__What you will do__. Only these lines, please: the first one of the records through the one containing "solid #fff;border-radius:50%;background:#1a73e8;box-shadow:0 0", retyped exactly, both ends included and pictures omitted.

[Saved entries]
****************

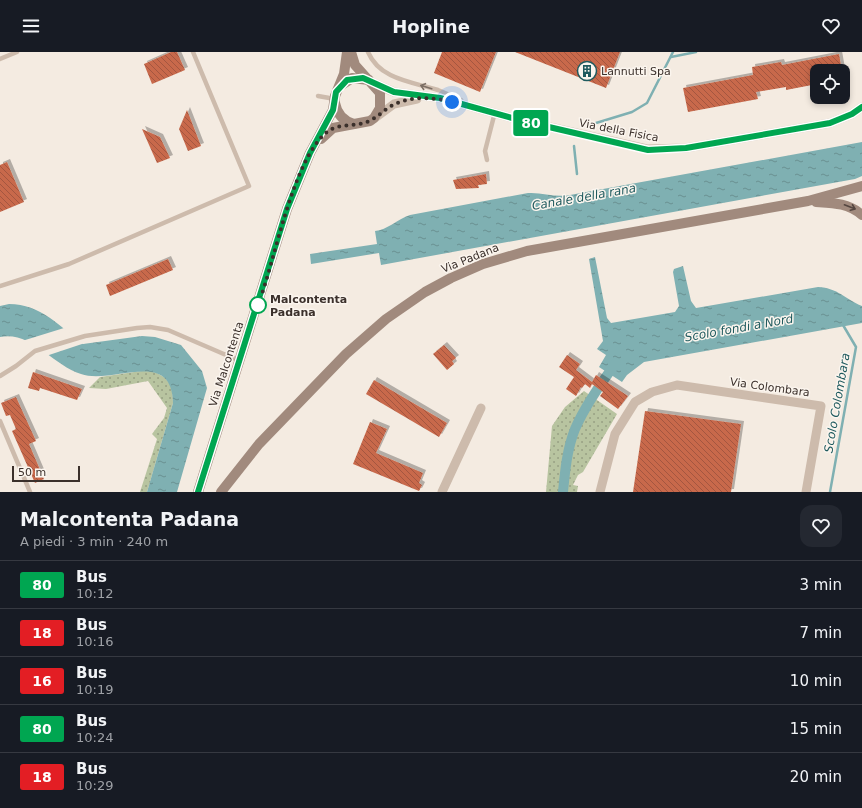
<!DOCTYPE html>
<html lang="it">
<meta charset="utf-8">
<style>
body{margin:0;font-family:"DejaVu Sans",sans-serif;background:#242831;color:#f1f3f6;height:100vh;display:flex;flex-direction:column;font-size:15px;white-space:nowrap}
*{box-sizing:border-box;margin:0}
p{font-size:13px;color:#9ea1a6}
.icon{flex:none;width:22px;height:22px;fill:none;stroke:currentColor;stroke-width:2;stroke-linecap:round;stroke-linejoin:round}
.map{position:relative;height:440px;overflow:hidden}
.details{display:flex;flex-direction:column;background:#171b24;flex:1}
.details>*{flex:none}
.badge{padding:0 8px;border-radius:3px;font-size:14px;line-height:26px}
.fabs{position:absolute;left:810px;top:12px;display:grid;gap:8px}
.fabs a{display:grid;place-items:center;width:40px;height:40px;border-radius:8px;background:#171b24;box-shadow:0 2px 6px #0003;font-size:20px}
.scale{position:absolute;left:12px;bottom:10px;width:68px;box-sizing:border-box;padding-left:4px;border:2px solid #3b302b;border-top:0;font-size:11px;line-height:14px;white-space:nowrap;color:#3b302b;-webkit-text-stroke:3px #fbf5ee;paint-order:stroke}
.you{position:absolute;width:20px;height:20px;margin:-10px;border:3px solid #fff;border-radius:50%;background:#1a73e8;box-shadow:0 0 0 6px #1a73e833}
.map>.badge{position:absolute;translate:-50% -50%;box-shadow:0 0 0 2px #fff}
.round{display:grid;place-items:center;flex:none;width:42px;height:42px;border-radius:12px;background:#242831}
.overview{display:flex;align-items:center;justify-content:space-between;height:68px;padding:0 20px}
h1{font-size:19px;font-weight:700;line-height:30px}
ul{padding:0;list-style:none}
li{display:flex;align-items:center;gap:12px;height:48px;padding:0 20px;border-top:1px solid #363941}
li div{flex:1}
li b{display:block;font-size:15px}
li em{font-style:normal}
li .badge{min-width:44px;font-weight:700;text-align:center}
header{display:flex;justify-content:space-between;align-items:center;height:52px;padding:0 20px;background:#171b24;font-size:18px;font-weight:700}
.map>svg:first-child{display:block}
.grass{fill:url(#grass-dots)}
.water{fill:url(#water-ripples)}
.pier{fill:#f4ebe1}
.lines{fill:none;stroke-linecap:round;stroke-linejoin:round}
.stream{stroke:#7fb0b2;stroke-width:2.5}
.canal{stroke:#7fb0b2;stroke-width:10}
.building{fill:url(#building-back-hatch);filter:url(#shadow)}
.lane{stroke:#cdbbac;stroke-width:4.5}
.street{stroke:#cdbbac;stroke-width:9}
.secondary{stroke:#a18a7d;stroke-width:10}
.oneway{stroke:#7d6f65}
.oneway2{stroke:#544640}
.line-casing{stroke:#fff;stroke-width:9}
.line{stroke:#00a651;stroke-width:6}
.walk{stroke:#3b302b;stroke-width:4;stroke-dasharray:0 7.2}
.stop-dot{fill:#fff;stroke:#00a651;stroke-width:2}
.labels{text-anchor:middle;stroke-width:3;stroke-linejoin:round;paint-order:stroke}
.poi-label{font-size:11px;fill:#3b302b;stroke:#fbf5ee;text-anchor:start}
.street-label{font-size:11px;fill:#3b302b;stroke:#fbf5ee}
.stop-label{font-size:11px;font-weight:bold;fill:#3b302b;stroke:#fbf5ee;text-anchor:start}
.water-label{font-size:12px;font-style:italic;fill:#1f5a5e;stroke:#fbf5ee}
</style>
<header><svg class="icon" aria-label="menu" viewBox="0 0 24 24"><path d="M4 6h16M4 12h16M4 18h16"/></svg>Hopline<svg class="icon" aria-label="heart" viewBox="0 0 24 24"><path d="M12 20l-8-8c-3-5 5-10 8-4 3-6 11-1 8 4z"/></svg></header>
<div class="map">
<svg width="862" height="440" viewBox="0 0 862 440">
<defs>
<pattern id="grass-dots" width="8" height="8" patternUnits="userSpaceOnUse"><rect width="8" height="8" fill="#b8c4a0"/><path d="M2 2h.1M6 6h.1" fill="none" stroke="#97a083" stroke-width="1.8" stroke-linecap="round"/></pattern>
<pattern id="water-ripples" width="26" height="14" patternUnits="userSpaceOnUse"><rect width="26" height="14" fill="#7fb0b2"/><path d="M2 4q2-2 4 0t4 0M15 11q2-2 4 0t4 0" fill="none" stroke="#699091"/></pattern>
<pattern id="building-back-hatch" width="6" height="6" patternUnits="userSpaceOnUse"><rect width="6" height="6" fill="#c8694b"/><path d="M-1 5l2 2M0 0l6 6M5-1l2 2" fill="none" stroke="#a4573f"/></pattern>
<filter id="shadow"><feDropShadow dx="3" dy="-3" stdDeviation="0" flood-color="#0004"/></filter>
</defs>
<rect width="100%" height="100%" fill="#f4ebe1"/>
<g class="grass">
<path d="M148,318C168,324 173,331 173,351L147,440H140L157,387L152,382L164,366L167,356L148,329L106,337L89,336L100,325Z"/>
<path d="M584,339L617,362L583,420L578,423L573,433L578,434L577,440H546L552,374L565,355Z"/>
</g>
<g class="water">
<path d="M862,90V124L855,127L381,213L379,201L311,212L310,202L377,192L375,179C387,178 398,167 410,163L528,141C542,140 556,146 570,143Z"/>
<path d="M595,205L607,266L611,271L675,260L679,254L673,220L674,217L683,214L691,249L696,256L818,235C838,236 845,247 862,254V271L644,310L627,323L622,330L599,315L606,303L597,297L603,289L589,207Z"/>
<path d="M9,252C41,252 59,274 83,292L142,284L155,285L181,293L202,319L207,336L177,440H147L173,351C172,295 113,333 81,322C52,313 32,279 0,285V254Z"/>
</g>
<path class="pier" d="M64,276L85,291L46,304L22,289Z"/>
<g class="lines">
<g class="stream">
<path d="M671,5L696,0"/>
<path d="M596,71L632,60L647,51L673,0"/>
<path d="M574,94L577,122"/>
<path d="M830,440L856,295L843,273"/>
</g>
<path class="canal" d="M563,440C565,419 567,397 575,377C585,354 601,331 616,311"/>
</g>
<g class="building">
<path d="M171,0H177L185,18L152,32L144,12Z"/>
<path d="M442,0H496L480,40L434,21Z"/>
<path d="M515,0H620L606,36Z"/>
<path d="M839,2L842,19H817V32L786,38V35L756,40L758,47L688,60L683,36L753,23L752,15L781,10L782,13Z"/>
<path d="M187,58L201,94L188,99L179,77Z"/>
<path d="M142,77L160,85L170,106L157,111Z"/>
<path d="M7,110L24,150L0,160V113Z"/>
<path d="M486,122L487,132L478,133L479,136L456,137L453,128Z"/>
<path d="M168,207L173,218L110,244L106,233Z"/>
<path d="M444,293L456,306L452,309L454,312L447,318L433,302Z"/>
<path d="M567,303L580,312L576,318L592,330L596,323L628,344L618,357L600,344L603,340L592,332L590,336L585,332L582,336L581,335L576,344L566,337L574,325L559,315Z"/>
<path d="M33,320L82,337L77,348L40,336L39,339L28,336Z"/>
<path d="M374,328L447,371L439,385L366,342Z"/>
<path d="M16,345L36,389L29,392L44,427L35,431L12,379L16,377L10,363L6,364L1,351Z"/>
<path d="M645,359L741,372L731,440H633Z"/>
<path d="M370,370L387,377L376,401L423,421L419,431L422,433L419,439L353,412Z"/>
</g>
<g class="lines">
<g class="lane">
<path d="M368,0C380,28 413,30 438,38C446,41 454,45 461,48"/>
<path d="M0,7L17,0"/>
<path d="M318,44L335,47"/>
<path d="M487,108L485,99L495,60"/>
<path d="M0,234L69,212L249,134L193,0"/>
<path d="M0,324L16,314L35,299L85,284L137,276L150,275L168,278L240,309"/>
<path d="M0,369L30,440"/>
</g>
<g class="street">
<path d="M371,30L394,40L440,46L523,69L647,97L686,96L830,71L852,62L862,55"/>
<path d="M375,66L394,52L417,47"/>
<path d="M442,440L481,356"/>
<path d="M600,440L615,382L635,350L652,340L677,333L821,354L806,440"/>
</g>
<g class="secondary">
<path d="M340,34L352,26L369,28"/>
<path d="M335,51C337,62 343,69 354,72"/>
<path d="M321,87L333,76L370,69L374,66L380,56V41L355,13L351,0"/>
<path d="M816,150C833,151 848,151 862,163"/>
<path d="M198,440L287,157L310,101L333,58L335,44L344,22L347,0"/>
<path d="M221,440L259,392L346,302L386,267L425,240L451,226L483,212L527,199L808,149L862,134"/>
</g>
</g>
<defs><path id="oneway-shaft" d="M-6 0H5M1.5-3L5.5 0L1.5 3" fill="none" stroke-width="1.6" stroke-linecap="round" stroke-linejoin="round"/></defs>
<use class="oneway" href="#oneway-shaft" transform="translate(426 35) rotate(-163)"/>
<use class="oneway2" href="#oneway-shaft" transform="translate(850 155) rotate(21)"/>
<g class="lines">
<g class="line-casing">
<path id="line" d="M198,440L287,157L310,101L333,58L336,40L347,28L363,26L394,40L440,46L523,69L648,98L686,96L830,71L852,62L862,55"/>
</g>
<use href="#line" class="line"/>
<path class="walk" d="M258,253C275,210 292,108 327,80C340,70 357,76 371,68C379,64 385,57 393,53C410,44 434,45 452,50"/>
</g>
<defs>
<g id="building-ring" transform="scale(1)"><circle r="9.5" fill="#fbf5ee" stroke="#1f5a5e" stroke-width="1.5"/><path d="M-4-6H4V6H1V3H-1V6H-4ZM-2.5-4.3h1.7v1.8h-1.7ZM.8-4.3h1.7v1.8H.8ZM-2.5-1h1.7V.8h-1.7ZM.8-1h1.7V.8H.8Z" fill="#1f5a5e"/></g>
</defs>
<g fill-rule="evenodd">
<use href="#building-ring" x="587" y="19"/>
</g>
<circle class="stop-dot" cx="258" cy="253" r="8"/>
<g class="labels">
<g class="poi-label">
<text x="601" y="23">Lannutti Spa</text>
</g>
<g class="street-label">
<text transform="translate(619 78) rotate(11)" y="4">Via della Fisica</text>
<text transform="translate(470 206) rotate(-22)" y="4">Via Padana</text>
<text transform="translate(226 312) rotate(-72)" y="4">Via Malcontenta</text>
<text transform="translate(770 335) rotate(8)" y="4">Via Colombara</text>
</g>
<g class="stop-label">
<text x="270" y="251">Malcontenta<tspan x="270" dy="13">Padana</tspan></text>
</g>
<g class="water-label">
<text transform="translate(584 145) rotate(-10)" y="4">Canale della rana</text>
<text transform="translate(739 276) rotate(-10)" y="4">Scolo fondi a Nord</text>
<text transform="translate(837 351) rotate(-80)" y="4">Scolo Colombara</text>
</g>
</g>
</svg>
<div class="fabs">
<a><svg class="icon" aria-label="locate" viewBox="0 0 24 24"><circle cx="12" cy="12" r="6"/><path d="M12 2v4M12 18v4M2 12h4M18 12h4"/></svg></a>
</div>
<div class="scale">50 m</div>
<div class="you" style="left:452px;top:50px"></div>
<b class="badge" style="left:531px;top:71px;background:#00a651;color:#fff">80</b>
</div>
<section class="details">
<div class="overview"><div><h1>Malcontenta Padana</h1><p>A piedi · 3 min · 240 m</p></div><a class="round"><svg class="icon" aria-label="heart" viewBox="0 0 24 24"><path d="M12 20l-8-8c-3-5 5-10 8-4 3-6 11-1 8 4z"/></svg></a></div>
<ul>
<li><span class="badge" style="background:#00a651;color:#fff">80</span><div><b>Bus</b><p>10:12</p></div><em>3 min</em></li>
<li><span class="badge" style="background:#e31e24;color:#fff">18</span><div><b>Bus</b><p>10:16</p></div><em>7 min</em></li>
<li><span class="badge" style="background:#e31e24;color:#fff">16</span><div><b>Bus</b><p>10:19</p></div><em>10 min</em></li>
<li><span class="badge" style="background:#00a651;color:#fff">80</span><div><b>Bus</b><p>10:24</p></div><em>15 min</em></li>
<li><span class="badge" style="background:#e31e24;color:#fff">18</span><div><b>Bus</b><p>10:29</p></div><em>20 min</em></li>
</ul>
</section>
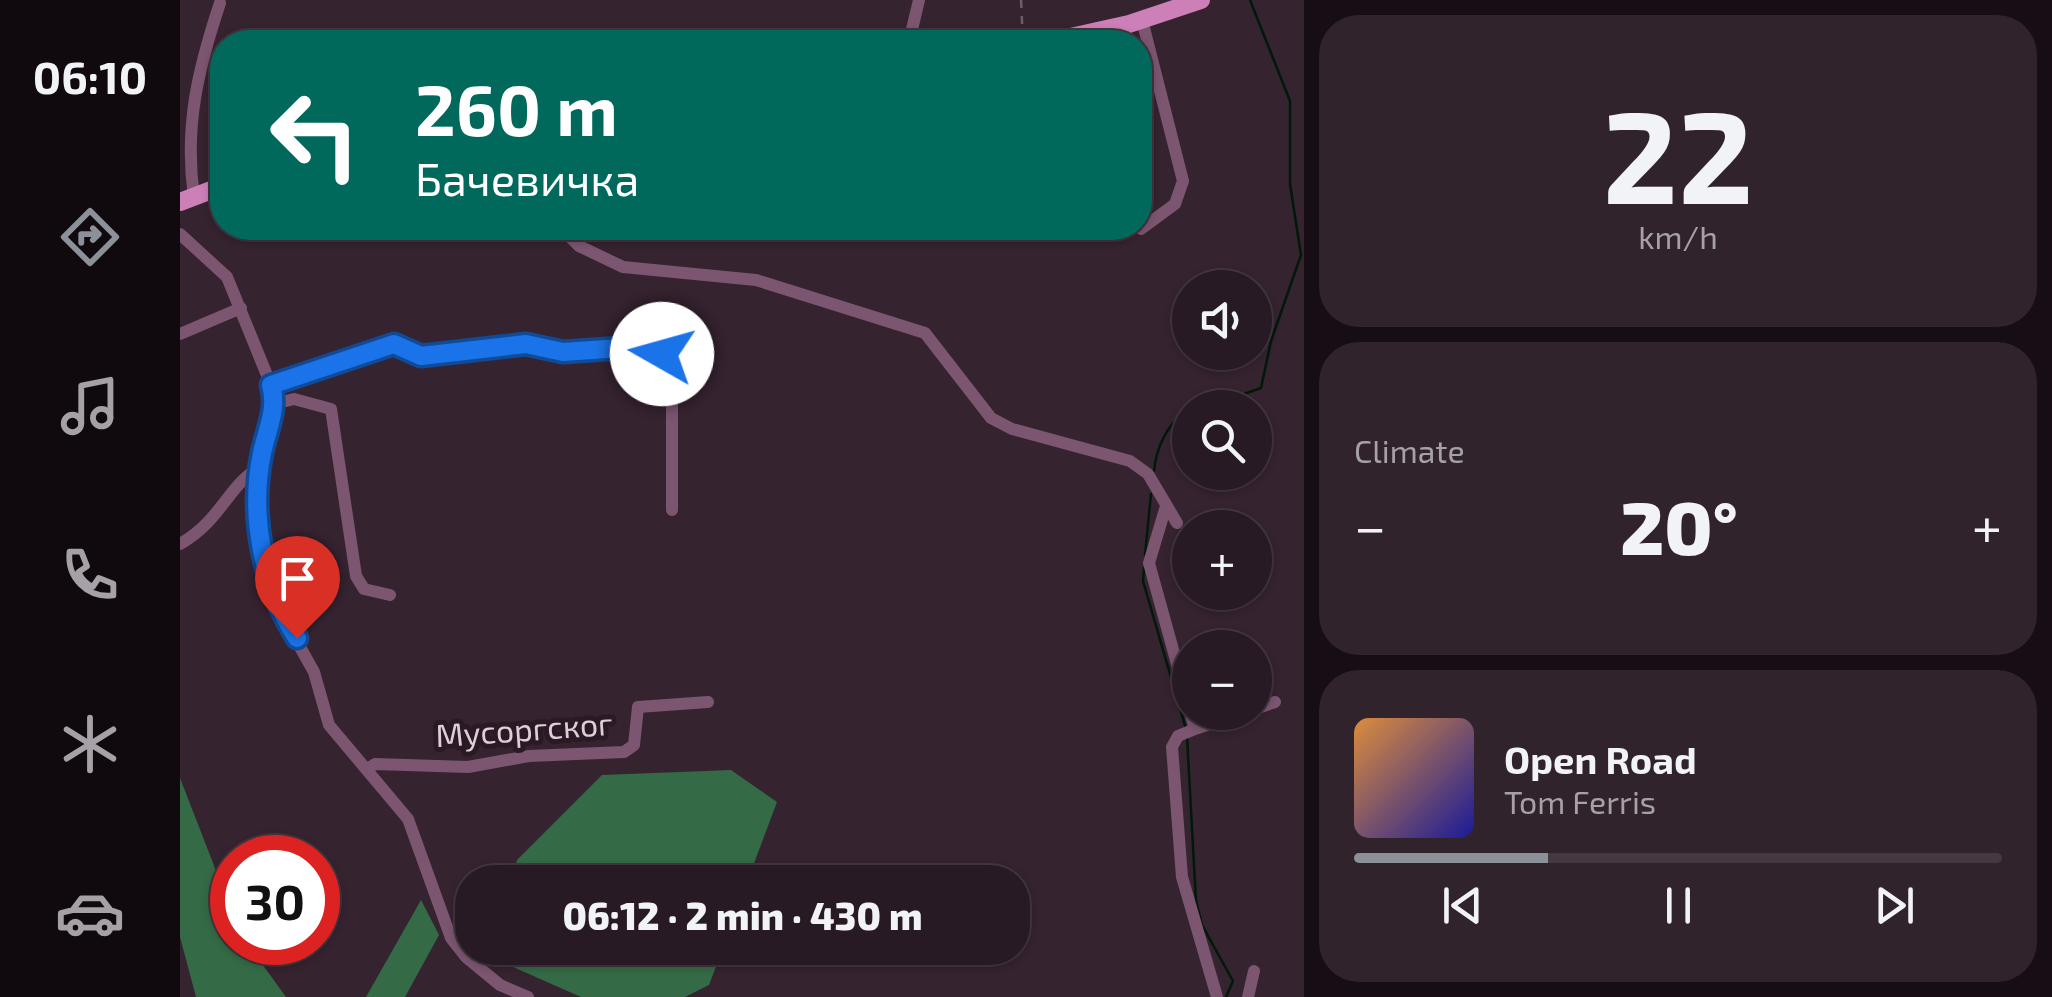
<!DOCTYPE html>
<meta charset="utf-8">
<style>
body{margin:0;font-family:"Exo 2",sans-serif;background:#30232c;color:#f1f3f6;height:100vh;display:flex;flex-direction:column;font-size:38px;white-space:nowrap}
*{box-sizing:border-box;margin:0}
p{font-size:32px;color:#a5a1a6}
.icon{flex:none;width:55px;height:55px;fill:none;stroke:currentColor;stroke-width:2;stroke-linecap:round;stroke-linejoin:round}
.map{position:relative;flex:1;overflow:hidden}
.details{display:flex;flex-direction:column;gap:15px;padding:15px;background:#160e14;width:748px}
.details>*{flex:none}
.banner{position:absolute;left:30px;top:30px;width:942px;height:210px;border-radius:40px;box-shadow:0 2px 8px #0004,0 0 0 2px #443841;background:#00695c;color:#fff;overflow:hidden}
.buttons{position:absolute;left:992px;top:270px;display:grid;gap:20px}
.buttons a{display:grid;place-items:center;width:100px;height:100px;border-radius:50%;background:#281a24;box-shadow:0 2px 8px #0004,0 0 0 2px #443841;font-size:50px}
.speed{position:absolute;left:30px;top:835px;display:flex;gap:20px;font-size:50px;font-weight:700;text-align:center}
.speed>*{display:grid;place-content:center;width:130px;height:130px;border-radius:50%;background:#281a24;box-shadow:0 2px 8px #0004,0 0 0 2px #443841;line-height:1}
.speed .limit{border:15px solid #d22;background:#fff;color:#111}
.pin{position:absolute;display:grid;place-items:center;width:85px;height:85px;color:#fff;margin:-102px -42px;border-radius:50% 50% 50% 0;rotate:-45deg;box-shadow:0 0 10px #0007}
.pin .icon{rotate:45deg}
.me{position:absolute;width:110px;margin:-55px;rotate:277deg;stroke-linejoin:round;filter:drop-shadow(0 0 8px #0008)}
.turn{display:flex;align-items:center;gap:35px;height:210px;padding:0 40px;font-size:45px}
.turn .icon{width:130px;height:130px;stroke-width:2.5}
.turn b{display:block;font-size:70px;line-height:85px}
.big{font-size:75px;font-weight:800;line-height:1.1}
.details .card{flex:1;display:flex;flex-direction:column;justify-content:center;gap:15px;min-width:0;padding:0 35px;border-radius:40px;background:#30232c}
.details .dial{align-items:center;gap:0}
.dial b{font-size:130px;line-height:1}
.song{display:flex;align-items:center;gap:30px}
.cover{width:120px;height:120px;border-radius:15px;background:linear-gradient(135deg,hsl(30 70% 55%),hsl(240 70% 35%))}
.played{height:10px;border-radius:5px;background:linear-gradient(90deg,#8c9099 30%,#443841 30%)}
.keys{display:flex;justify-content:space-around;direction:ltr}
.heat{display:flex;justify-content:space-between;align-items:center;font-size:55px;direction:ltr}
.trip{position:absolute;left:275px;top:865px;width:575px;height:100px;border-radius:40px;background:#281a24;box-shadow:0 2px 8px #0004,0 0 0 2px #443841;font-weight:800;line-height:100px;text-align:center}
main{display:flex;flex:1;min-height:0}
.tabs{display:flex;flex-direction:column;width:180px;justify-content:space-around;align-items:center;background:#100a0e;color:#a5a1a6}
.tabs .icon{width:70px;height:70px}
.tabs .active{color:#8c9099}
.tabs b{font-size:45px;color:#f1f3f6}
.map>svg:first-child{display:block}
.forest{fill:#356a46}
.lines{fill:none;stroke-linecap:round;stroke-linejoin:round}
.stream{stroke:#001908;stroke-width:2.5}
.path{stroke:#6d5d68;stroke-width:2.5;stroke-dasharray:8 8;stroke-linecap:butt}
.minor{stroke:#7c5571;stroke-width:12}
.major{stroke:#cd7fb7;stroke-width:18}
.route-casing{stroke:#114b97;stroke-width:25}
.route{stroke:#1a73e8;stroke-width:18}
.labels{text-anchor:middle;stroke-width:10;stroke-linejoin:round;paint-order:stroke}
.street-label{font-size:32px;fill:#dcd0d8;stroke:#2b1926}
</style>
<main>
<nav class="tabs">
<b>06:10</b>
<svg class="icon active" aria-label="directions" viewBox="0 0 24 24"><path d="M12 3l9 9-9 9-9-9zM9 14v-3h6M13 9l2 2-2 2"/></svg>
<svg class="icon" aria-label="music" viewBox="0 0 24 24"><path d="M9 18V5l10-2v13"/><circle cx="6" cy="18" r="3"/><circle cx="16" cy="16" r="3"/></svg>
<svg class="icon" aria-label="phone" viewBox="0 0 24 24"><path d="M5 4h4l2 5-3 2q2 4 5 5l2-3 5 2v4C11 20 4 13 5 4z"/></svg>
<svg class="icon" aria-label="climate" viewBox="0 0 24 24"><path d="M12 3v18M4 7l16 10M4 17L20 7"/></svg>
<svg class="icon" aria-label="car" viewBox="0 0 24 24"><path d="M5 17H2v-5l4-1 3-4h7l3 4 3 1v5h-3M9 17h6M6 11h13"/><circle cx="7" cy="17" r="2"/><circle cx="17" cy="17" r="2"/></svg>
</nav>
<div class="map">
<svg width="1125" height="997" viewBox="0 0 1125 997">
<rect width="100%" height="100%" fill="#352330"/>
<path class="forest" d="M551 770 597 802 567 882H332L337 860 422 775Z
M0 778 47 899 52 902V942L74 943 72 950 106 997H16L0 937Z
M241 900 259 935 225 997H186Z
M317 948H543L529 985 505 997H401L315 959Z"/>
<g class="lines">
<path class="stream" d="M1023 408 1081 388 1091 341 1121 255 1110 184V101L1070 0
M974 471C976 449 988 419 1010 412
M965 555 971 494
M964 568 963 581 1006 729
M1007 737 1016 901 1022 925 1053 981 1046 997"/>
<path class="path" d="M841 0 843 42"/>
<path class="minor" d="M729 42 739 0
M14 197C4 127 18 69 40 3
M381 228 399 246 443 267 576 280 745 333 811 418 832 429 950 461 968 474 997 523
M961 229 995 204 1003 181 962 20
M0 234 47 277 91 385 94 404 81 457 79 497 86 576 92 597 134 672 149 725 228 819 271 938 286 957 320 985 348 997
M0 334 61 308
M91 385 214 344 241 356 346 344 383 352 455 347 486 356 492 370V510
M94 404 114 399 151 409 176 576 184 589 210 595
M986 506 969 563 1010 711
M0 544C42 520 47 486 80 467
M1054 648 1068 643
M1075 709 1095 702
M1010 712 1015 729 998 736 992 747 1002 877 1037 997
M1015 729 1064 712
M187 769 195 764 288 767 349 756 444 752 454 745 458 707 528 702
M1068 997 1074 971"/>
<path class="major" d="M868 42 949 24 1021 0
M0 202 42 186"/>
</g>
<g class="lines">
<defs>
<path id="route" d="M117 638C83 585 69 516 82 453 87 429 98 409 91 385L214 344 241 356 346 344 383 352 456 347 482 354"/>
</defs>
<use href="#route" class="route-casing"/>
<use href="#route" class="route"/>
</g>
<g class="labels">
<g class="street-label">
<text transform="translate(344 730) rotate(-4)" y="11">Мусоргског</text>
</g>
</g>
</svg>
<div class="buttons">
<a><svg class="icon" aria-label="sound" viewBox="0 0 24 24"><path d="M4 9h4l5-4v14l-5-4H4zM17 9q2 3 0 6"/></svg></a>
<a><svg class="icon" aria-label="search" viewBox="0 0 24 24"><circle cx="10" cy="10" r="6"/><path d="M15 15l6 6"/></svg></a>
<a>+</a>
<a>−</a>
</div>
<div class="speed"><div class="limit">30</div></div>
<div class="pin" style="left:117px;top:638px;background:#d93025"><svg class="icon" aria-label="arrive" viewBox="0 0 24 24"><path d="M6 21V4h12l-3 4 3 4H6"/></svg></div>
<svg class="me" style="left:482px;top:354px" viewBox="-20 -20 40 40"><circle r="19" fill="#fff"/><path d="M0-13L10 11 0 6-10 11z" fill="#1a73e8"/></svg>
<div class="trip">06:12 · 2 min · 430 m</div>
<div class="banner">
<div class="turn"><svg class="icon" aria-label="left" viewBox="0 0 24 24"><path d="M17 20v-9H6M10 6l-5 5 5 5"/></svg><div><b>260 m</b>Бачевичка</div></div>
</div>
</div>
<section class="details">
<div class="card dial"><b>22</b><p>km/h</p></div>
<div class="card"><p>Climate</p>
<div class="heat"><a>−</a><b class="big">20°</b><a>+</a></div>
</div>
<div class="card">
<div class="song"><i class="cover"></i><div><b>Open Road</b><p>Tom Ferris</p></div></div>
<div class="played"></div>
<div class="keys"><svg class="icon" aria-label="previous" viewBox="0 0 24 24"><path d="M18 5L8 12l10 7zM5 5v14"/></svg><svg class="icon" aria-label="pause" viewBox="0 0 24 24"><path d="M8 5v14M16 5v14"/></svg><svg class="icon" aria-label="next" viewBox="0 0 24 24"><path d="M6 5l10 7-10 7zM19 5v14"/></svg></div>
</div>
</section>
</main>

****************

__Your response__.
<!DOCTYPE html>
<html lang="it">
<meta charset="utf-8">
<style>
body{margin:0;font-family:"DejaVu Sans",sans-serif;background:#242831;color:#f1f3f6;height:100vh;display:flex;flex-direction:column;font-size:15px;white-space:nowrap}
*{box-sizing:border-box;margin:0}
p{font-size:13px;color:#9ea1a6}
.icon{flex:none;width:22px;height:22px;fill:none;stroke:currentColor;stroke-width:2;stroke-linecap:round;stroke-linejoin:round}
.map{position:relative;height:440px;overflow:hidden}
.details{display:flex;flex-direction:column;background:#171b24;flex:1}
.details>*{flex:none}
.badge{padding:0 8px;border-radius:3px;font-size:14px;line-height:26px}
.fabs{position:absolute;left:810px;top:12px;display:grid;gap:8px}
.fabs a{display:grid;place-items:center;width:40px;height:40px;border-radius:8px;background:#171b24;box-shadow:0 2px 6px #0003;font-size:20px}
.scale{position:absolute;left:12px;bottom:10px;width:68px;box-sizing:border-box;padding-left:4px;border:2px solid #3b302b;border-top:0;font-size:11px;line-height:14px;white-space:nowrap;color:#3b302b;-webkit-text-stroke:3px #fbf5ee;paint-order:stroke}
.you{position:absolute;width:20px;height:20px;margin:-10px;border:3px solid #fff;border-radius:50%;background:#1a73e8;box-shadow:0 0 0 6px #1a73e833}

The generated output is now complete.